In operational responses to the economic contraction, 21% of respondents said they had decreased their driver force. While that figure was only slightly higher than responses in the prior two surveys, the cumulative effect could be severe, considering that some small fleets have closed or the owner has no more drivers left to shed. “I’ve been home for 3 weeks now,” wrote one respondent.
Other operational measures each garnered at least one in 10 respondents: pursuing new lines of business, dropping unprofitable customers and canceling truck or trailer orders.
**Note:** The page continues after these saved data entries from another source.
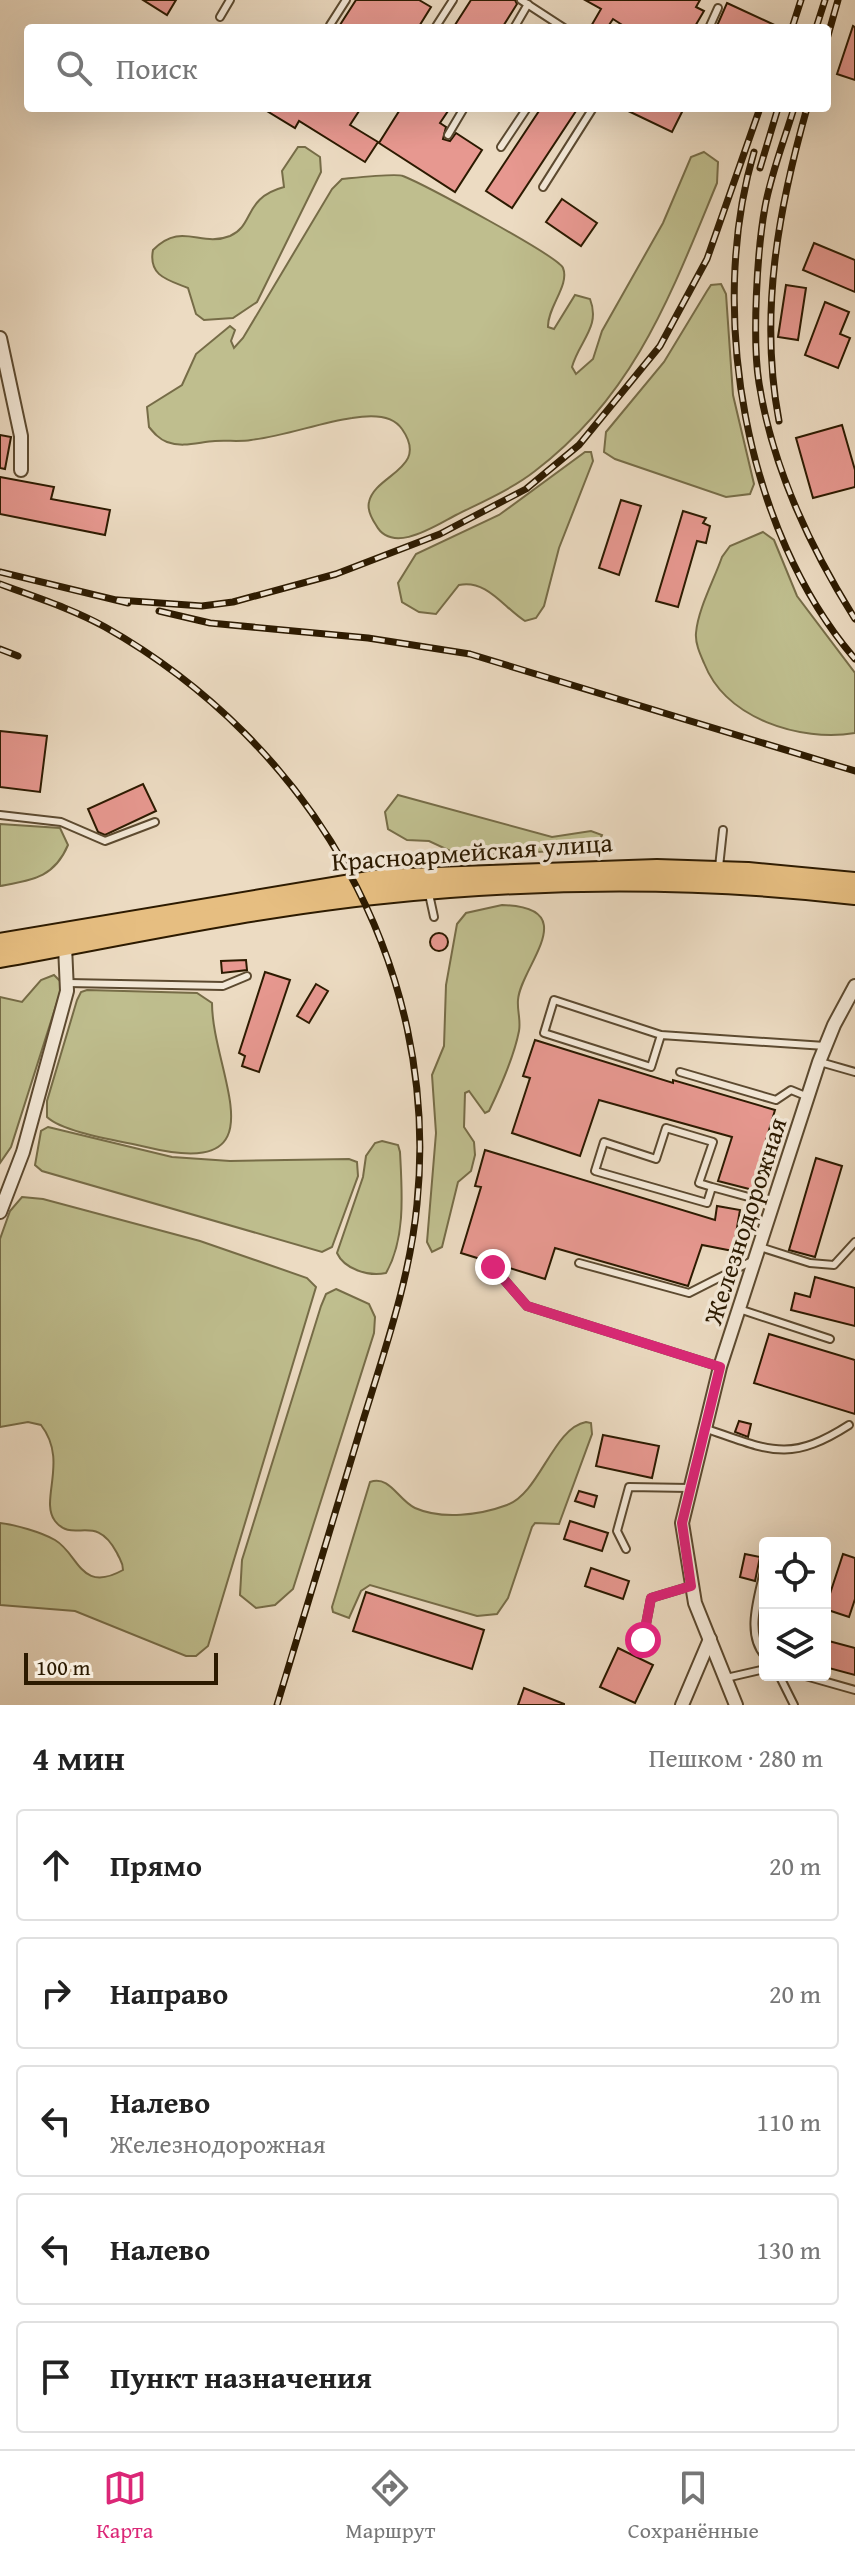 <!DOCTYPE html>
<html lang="ru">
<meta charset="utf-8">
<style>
body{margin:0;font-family:"Gentium Book Plus",serif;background:#f6f6f6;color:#222}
.controls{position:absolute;right:24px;bottom:24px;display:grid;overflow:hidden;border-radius:8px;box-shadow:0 8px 32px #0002}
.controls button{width:72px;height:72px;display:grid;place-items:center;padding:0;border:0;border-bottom:2px solid #e0e0e0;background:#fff;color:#222;font:40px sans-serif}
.scale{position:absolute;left:24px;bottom:20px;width:194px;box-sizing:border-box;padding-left:8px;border:4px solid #2c1a00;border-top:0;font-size:22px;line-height:28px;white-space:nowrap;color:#2c1a00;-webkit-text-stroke:6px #f3e8d7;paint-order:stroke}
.stop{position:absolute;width:24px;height:24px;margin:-18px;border:6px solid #db2777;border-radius:50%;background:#fff}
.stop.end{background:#db2777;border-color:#fff;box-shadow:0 2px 8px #0008}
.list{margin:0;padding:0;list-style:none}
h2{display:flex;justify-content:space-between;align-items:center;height:104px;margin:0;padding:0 32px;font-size:34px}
h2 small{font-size:26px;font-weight:400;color:#767676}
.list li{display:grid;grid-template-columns:52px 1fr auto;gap:24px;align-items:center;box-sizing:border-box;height:112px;margin:0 16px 16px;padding:0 16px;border:2px solid #e0e0e0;border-radius:8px}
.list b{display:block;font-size:30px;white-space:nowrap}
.list p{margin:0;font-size:26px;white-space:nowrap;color:#767676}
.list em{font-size:26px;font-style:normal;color:#767676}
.icon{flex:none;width:44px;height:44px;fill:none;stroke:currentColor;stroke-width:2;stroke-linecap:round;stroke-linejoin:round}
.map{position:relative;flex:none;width:855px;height:1705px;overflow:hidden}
.search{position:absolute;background:#fff;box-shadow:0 8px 32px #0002;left:24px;right:24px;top:24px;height:88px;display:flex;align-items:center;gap:20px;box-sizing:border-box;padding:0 28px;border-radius:8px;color:#767676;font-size:30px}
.sheet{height:744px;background:#fff}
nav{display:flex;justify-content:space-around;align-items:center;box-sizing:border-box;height:112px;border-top:2px solid #e0e0e0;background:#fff;font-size:22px;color:#767676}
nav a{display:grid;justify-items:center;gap:4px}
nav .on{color:#db2777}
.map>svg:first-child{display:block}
.green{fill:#bfbe8e;stroke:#766c47;stroke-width:2}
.building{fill:#e79890;stroke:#2c1a00;stroke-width:2}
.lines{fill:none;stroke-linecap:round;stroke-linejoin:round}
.service-casing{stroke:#5c4a30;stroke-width:10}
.minor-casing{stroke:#5c4a30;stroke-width:16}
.primary-casing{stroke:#2c1a00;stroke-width:22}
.service{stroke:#f3e8d7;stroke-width:6}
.minor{stroke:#f3e8d7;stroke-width:12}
.primary{stroke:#e6be81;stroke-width:18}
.rail-casing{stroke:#2c1a00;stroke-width:7}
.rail{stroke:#f3e8d7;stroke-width:4;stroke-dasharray:12;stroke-linecap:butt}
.route{stroke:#db2777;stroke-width:10}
.labels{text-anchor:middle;stroke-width:7;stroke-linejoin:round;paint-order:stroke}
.street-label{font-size:26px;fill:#2c1a00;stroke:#f3e8d7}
</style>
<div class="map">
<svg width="855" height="1705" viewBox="0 0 855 1705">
<rect width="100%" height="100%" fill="#ecdbc2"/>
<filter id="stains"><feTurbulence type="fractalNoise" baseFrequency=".0025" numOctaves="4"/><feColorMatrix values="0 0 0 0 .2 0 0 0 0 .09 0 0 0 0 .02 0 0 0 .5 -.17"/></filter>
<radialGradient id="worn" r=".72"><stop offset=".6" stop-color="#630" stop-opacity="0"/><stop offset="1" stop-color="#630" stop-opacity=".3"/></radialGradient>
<g class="green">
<path d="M 298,147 L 305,147 L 320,157 L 321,172 L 257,302 L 233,318 L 204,320 L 196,314 L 188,288 C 168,280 148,276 153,250 C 182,221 200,248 230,236 C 255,225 243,198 284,187 L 282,171 Z"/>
<path d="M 704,152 L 718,162 L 717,183 C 671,294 635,395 535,471 C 512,489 482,502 456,515 C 435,526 392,555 376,525 C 372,519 367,510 369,502 C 375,474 430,469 402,429 C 392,414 369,415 352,418 C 318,423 285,436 251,440 C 239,442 227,440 215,441 C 199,442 183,448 167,442 C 159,439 154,433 149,427 L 147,407 L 182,385 L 196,354 L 230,326 L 235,330 L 231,341 L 234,348 L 243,338 L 332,189 L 342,179 C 353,178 396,173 403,176 C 423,184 558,256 563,268 C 570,285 547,308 548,327 L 554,329 L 575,295 L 590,299 C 601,327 579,341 572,367 L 576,374 L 593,359 L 602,331 L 663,223 L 691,157 Z"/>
<path d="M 721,284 L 726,294 L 733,395 L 754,484 L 750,494 L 726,497 L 615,459 L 604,452 L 606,432 L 664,362 L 707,291 L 711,285 Z"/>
<path d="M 585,452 L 591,452 L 593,461 L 559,548 L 544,606 L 536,618 L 525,621 C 504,608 487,579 459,585 L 436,614 L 419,612 L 402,602 L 398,583 L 416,554 L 499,515 Z"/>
<path d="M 763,532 L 774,540 L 797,596 L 855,673 L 855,733 C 800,742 726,719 704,663 C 700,654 695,643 696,633 C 698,609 714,580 722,557 L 730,546 Z"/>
<path d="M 398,795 L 552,837 L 591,831 L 602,835 L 599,842 L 574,850 L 461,856 L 429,841 L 407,840 L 388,829 L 385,812 Z"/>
<path d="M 0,824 L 60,828 L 68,845 C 54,878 32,880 0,886 Z"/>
<path d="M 502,905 C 585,907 520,967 518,1000 C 517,1010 521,1020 519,1031 C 514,1057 500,1088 489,1111 L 485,1113 L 469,1091 L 465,1093 L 464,1127 L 474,1142 L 475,1155 L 471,1171 L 458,1182 L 442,1247 L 432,1252 L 427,1242 L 436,1133 L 432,1075 L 444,1046 L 446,985 L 457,924 L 466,913 Z"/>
<path d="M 54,975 L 61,982 L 60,993 L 11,1147 L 0,1163 L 0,997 L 22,1002 L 41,980 Z"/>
<path d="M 87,990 L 197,993 L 212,1003 C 212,1074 285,1181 146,1147 C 121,1141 64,1133 47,1117 L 47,1101 L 77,1000 L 81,992 Z"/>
<path d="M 48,1127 L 172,1157 L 230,1161 L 349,1159 L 357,1162 L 358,1176 L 332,1247 L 322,1252 L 42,1171 L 35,1165 L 41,1131 Z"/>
<path d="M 382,1141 L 398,1145 L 400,1152 C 402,1191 406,1238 386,1273 C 369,1277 344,1269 337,1253 L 363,1177 L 366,1156 L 375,1143 Z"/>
<path d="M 22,1197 L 43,1199 L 200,1241 L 307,1278 L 316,1287 L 208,1646 L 196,1656 L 186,1656 L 75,1611 L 0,1605 L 0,1523 C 16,1525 41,1532 55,1540 C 79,1554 80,1594 123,1570 C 123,1562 120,1560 117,1553 C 95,1511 74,1545 55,1521 C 39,1500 69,1461 41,1425 L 28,1422 L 0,1427 L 0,1239 L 10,1211 Z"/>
<path d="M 336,1289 L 369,1304 L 375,1317 L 374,1333 L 293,1589 L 275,1605 L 256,1608 L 240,1595 L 242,1560 L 321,1306 L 326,1294 Z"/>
<path d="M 586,1422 L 591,1423 L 592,1434 L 559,1524 L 535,1523 L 532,1527 L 508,1598 L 497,1614 L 477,1616 L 370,1585 L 361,1591 L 349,1618 L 333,1612 L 332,1607 L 370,1482 C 390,1475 398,1500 415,1508 C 442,1520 480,1515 507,1505 C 540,1493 553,1428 586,1422 Z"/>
</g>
<g class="building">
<path d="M 143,0 L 176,0 L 167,15 Z"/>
<path d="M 356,0 L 419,0 L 431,7 L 418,28 L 338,28 Z"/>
<path d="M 471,0 L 515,0 L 517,4 L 502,28 L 453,28 Z"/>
<path d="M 585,0 L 700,0 L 696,7 L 704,11 L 694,28 L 627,28 L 613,19 L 607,28 L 590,28 L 601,9 Z"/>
<path d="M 727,3 L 781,28 L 716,28 Z"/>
<path d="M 853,26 L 855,27 L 855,80 L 837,74 Z"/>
<path d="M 262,108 L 361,108 L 350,125 L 378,142 L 365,162 L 299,121 L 295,128 Z"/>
<path d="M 401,108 L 450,108 L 440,123 L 446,127 L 443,139 L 450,141 L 456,133 L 482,150 L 455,192 L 379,143 Z"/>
<path d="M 541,108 L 578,108 L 512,208 L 486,191 Z"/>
<path d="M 622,108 L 684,108 L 672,132 Z"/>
<path d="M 562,199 L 597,223 L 581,246 L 546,222 Z"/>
<path d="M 814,243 L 855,260 L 855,292 L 803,270 Z"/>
<path d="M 786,285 L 806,288 L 798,340 L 778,337 Z"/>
<path d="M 825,302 L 849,312 L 840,334 L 850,338 L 838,368 L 805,355 Z"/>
<path d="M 842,425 L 855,470 L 855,487 L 813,498 L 796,438 Z"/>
<path d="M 0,435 L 11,437 L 5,469 L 0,468 Z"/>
<path d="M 0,477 L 54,487 L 51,499 L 110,510 L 105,535 L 0,514 Z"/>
<path d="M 621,500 L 641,506 L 619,575 L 599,568 Z"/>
<path d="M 683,511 L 706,518 L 703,523 L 710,526 L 706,543 L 697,541 L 678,607 L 656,601 Z"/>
<path d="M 0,731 L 47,736 L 40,792 L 0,787 Z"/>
<path d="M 143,784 L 156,811 L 105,835 L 98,832 L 88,809 Z"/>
<circle cx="439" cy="942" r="9"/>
<path d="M 246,960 L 247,970 L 222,973 L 221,961 Z"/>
<path d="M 265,972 L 290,980 L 259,1072 L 242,1066 L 245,1056 L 239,1053 Z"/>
<path d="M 316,984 L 328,991 L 309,1023 L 297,1016 Z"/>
<path d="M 535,1040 L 673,1083 L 673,1080 L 775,1110 L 764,1147 L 769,1149 L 757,1191 L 718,1181 L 732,1137 L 599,1100 L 580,1156 L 512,1133 L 530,1078 L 523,1076 Z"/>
<path d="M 485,1150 L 715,1220 L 717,1206 L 740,1210 L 733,1251 L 702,1245 L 688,1286 L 555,1248 L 545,1279 L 461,1253 L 481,1187 L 475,1186 Z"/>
<path d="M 816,1158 L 842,1166 L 815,1257 L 789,1250 Z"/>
<path d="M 815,1277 L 855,1288 L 855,1326 L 791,1310 L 795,1293 L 810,1297 Z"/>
<path d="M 769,1334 L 855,1360 L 855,1414 L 754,1383 Z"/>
<path d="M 739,1421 L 751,1424 L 748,1437 L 735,1432 Z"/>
<path d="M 603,1435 L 659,1446 L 652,1478 L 596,1466 Z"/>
<path d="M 579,1491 L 597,1496 L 594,1507 L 575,1501 Z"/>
<path d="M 570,1521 L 608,1533 L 602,1551 L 564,1539 Z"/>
<path d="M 745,1554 L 760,1557 L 755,1581 L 740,1577 Z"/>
<path d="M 843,1554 L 855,1558 L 855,1599 L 849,1617 L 825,1609 Z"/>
<path d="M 591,1568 L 629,1581 L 623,1599 L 585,1586 Z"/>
<path d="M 366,1592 L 484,1630 L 472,1669 L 353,1631 Z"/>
<path d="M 825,1640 L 855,1648 L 855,1675 L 825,1667 Z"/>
<path d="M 618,1648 L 653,1665 L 635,1703 L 600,1687 Z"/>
<path d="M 524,1688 L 564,1704 L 564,1705 L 518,1705 Z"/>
</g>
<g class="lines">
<g class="service-casing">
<g id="service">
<path d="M 521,0 L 564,28"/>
<path d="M 220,17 L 230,0"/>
<path d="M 330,25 L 346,0"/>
<path d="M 435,28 L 453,0"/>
<path d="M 514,28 L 528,4"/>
<path d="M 709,28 L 718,8"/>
<path d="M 448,135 L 464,108"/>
<path d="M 501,147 L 527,108"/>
<path d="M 543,187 L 593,108"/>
<path d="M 0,815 L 61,822 L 105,841 L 155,822"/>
<path d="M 719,867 L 723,830"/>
<path d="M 429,894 L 434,917"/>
<path d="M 68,983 L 223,986 L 247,976"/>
<path d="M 661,1035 L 554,1000 L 544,1033 L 651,1067 L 661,1035 L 825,1046"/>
<path d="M 820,1062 L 855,1072"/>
<path d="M 680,1072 L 776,1100 L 791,1090 L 808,1097"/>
<path d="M 712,1187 L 699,1183 L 713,1142 L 666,1128 L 656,1159 L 604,1142 L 595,1171 L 707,1203 L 712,1187 L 774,1204"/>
<path d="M 760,1247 L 810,1263 L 834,1265 L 855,1242"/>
<path d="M 579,1263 L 689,1293 L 752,1261"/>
<path d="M 493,1267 L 527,1306 L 720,1367"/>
<path d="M 739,1309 L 830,1339"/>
<path d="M 704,1428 C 769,1450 788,1464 849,1425"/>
<path d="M 626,1549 L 617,1531 L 629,1487 L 689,1488"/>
<path d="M 765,1566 C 760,1593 744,1633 765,1656"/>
<path d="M 643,1640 L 651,1598 L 691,1586"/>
<path d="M 779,1675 L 794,1705"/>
<path d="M 802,1675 L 855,1690"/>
<path d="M 726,1678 L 765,1669"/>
</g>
</g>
<g class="minor-casing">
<g id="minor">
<path d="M 0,338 L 21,436 L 21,470"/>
<path d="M 0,1212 L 23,1152 L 67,991 L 65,946"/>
<path d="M 682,1705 L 710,1639"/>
<path d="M 736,1705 L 695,1603 L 682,1523 L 720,1367 L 819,1062 L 834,1025 L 855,986"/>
</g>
</g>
<g class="primary-casing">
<g id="primary">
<path d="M 0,943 L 380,879 L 657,869 L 748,872 L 855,882"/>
<path d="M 0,958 C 127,935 255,907 383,894 C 538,878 700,877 855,895"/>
</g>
</g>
<use href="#service" class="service"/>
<use href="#minor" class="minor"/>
<use href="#primary" class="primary"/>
<g class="rail-casing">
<g id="rail">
<path d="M 792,28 L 801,0"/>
<path d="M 816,28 L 825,0"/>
<path d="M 827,39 L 838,0"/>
<path d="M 794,108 C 784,141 771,174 765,207 C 757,251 752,340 759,383 C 772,466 811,549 855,619"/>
<path d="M 754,152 C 707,311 745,531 855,659"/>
<path d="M 760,168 L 778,108"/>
<path d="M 779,421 C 759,315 778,210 807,108"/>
<path d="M 0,572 L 128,603"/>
<path d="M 0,584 C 35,597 73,609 105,627 C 311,743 441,965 417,1204 C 410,1279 384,1352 362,1424 C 334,1518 305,1611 277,1705"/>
<path d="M 118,600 L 202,606 L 233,602 L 336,574 L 440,534 L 526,489 L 579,445 L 660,346 L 707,259 L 760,108"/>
<path d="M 159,611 L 210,623 L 368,638 L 470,654 L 855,771"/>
<path d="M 0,649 L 18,656"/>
</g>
</g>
<use href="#rail" class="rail"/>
</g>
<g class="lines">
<path class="route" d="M 493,1267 L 527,1306 L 720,1367 L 682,1523 L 691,1586 L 651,1598 L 643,1640"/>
</g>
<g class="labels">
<g class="street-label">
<text transform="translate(472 852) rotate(-4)" y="9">Красноармейская улица</text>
<text transform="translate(745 1221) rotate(-72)" y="9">Железнодорожная</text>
</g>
</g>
<rect width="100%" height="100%" filter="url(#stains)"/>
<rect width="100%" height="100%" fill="url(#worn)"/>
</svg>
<div class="controls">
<button><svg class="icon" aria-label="locate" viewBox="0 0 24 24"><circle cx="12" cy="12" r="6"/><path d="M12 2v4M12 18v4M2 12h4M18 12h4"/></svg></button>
<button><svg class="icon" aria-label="layers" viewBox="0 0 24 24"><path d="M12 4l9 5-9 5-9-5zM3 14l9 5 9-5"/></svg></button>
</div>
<div class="scale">100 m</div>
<div class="stop" style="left:643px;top:1640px"></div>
<div class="stop end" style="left:493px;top:1267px"></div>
<div class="search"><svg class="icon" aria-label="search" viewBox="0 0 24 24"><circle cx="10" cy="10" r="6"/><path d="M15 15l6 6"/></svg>Поиск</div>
</div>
<section class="sheet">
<h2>4 мин<small>Пешком · 280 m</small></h2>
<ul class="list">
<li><svg class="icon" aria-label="ahead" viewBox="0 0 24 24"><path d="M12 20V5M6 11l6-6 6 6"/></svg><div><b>Прямо</b></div><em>20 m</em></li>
<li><svg class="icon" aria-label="right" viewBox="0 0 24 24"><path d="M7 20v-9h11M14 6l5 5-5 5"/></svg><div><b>Направо</b></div><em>20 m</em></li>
<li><svg class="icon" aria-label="left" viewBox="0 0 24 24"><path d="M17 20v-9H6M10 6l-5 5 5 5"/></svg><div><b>Налево</b><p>Железнодорожная</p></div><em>110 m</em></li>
<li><svg class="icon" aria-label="left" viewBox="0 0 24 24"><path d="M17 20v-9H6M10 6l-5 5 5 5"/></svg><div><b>Налево</b></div><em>130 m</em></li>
<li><svg class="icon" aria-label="arrive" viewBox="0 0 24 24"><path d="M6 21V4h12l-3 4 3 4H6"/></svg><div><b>Пункт назначения</b></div></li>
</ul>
</section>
<nav>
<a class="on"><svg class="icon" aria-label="map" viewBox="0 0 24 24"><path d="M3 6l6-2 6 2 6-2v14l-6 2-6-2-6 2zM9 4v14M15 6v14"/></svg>Карта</a>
<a><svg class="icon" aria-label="directions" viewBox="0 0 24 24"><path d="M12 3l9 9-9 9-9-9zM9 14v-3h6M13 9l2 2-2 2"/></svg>Маршрут</a>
<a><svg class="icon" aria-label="saved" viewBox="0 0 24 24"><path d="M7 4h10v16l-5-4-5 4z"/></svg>Сохранённые</a>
</nav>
The imposition of “state or local orders” has forced 16% of respondents to close their business or one of its locations. The regions most affected were New England, at 30%, and East North Central (Indiana, Illinois, Michigan, Ohio and Wisconsin) and West South Central (Arkansas, Louisiana, Oklahoma and Texas).
“We pull flatbeds locally 100-150 air miles,” wrote one respondent. “We have been going strong up until this week. Flatbed freight came to a screeching halt.”
Even food hauling, believed to be virtually immune to freight cutbacks, might have its weak spots, based on one respondent: “I haul food and produce all year. Recently orders have stalled. And freight rates have fallen to the point of out of pocket to keep hauling so most of my business has come to a dead stop.”